● WHAT THE TASK ASKS:
Repeat the lines of the data that follow, please, starting at the first and stopping after the one with "ctx.lineJoin = 'round';".

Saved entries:
********

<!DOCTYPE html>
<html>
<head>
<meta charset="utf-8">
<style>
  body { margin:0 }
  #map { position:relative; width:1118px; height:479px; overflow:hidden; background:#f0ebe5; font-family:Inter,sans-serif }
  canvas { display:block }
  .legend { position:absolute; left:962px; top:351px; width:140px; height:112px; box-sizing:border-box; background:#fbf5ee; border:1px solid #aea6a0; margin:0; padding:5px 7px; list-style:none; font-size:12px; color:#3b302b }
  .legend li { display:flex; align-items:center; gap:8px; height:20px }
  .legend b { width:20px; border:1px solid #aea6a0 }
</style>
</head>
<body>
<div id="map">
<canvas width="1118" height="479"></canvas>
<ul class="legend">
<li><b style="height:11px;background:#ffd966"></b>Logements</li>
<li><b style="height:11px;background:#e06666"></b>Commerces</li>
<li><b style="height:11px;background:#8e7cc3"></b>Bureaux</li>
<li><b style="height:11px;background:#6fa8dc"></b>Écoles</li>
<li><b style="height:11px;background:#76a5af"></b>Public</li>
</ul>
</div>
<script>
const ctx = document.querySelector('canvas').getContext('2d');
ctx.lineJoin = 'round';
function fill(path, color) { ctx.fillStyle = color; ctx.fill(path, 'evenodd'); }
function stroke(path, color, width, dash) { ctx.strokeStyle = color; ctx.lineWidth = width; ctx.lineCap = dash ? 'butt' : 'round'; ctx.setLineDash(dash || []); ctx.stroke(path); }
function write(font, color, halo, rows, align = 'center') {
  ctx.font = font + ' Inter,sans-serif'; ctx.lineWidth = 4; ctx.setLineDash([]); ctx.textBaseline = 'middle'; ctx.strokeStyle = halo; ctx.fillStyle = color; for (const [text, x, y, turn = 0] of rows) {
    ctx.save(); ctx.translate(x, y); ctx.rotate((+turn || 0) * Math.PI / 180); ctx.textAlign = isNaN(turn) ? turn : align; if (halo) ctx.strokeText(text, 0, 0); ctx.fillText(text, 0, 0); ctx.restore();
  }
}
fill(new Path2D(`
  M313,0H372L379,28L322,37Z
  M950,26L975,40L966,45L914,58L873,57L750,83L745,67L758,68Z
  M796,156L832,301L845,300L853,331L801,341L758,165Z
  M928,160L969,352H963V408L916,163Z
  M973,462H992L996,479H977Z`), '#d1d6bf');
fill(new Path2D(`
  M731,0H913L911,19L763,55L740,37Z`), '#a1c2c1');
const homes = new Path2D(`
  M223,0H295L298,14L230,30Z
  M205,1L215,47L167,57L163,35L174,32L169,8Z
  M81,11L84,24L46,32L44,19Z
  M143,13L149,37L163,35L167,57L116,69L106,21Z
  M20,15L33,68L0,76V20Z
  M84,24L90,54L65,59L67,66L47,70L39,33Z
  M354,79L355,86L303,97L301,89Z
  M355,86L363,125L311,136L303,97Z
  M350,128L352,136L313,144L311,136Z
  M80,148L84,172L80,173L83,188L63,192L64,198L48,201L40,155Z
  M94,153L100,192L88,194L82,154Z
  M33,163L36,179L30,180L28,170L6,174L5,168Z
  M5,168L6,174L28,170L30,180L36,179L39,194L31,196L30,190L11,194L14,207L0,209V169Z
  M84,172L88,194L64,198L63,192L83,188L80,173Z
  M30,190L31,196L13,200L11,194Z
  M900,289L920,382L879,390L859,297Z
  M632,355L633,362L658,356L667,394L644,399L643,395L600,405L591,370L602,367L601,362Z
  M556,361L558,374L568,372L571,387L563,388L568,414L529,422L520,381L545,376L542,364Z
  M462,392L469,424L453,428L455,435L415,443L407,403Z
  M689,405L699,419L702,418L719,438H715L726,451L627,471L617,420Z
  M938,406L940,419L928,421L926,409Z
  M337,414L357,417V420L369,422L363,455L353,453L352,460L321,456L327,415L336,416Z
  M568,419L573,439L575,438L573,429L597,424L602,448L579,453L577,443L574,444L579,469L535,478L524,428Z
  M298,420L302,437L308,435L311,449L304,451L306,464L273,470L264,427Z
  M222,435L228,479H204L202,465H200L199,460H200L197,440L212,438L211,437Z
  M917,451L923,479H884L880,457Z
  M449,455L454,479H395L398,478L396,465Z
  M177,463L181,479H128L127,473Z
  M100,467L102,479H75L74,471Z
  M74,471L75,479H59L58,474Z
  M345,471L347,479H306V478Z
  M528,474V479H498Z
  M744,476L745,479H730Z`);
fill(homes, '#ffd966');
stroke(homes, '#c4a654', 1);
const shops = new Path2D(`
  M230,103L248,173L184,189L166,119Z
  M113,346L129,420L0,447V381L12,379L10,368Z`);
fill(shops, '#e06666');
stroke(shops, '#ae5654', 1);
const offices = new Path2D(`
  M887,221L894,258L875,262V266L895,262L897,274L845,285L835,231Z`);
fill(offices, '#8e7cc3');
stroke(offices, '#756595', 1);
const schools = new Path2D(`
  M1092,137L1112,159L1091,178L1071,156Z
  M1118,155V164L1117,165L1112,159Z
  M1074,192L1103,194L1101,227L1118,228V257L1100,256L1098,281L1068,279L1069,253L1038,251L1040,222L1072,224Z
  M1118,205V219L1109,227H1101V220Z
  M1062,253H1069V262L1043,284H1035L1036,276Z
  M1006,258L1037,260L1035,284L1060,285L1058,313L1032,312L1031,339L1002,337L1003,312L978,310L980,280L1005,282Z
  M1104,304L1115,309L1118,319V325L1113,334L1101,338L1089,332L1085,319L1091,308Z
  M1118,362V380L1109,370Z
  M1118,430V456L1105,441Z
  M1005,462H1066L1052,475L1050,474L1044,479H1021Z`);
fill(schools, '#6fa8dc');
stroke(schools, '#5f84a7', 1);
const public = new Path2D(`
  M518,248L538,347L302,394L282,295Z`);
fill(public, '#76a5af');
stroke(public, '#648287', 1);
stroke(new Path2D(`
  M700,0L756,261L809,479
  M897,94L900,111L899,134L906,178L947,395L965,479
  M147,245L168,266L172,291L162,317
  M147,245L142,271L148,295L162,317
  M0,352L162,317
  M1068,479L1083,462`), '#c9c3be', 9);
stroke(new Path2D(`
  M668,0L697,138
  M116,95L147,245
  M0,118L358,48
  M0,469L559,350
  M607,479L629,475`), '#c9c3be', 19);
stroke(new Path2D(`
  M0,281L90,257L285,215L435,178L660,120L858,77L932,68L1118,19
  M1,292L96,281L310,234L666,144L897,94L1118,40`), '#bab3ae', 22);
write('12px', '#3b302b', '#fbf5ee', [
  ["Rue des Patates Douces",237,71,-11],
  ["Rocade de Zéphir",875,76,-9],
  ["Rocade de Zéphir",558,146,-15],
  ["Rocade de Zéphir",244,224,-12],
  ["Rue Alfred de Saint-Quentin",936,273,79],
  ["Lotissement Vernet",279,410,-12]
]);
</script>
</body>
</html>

********

● RESPONSE FOR THIS EXERCISE:
<!DOCTYPE html>
<html>
<head>
<meta charset="utf-8">
<style>
  body { margin:0 }
  #map { position:relative; width:1118px; height:479px; overflow:hidden; background:#f0ebe5; font-family:Inter,sans-serif }
  canvas { display:block }
  .legend { position:absolute; left:962px; top:351px; width:140px; height:112px; box-sizing:border-box; background:#fbf5ee; border:1px solid #aea6a0; margin:0; padding:5px 7px; list-style:none; font-size:12px; color:#3b302b }
  .legend li { display:flex; align-items:center; gap:8px; height:20px }
  .legend b { width:20px; border:1px solid #aea6a0 }
</style>
</head>
<body>
<div id="map">
<canvas width="1118" height="479"></canvas>
<ul class="legend">
<li><b style="height:11px;background:#ffd966"></b>Logements</li>
<li><b style="height:11px;background:#e06666"></b>Commerces</li>
<li><b style="height:11px;background:#8e7cc3"></b>Bureaux</li>
<li><b style="height:11px;background:#6fa8dc"></b>Écoles</li>
<li><b style="height:11px;background:#76a5af"></b>Public</li>
</ul>
</div>
<script>
const ctx = document.querySelector('canvas').getContext('2d');
ctx.lineJoin = 'round';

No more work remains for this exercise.